Nightmare or Reality?

In the two hours I managed to sleep last night, I had the most upsetting nightmare. I woke up drenched with sweat and in tears and could not go back to sleep.

It was all my heartache and losses rolled into one.

I dreamt I went for an ultrasound and was told that it looked like my uterus was gone. Gone? As in missing, not there. No uterus to carry a baby. No hope. The u/s technician told me so casually, as if it didn’t matter. I was hysterical, running around, begging someone to give me a definitive answer, to do another ultrasound, but all they could do was say ‘we will have to wait until tomorrow to see whether it comes back or not.


And then you leave the clinic or rooms, and you go outside and the world just carries on around you. People scurry on by, having conversations, laughing, doing shopping and your world has smashed into a thousand pieces. How can the world just carry on?

All these horrible memories and feelings came back to me last night, but the most overwhelming feeling was one of total terror, of feeling so out of control. I was so scared that this would break my heart forever, that it would never mend. The wave of terror, pain, anguish was rushing towards me so quickly that I didn’t have time to harden my heart again, to gather my strength and find some resolve. It was too enormous, too overwhelming, I was going to drown. I couldn’t breath.

And then thankfully my alarm went off. It was such a disturbing dream. And it scared me because I don’t know if I can do this again. I am tired, my fragile heart and soul are pieced together with bits of tape, string and old glue. One more blow and it will shatter forever. I don’t think I will be able to fight that wave again. I fear I will drown.

It feels as if it has taken every thing I have to get to this point, I have borrowed up to my limit on my strength and resolve. I don’t think there's any left.

What a horrible dream.


I think I dreamt this in light of my upcoming appointment with our RE tomorrow morning. Will he have good news? Bad news? Part of me almost doesn't even want to hear what he has to say. All of the optimism has been beaten out of me over this last year plus. It's been disappointment after disappointment and as as result I expect nothing other than disappointment. 

I hope that I am wrong. I hope this is a good positive sign...

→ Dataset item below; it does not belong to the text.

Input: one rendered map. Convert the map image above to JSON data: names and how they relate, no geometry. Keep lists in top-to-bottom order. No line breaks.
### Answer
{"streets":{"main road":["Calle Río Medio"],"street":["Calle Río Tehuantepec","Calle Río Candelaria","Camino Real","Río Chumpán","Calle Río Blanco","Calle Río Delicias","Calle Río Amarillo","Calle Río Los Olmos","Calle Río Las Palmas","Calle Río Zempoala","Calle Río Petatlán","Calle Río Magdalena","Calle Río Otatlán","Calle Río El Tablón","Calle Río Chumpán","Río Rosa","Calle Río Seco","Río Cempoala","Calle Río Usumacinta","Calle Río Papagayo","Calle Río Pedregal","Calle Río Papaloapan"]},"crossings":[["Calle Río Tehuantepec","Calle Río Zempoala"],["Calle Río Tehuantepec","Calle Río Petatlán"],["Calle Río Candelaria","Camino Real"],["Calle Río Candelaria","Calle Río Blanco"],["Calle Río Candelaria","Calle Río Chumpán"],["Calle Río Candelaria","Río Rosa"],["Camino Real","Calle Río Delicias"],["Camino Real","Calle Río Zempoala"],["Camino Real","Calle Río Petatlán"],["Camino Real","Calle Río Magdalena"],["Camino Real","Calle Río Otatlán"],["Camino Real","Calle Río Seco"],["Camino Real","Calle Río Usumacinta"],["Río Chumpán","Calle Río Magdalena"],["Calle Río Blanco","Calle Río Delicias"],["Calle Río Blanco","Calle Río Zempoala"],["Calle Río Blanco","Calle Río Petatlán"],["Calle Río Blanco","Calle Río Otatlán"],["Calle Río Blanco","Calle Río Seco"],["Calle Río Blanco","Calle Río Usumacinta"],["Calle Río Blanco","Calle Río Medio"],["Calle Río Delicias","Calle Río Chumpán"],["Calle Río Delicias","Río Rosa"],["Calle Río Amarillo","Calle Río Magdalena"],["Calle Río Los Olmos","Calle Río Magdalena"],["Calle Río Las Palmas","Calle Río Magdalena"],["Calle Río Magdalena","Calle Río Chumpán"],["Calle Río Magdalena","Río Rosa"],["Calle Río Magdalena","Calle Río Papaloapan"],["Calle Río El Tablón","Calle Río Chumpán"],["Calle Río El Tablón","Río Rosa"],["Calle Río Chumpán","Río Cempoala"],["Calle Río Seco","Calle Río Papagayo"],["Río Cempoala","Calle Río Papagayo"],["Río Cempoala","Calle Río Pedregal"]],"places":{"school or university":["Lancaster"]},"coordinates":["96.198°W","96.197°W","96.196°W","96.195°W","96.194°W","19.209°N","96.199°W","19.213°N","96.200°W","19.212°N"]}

It would appear based on this ovulation test I took this afternoon that my old and less than stellar eggs are in fact ovulating every month as they should. 

Comments

  1. Ugh - I had some of the craziest and worst anxiety dreams while we took our break back in June along with those same feelings of hopelessness and fear that I didn't have it in me any more to keep on with treatments. Hang in there! Good luck at your appointment tomorrow. I hope your RE has some words of hope for you.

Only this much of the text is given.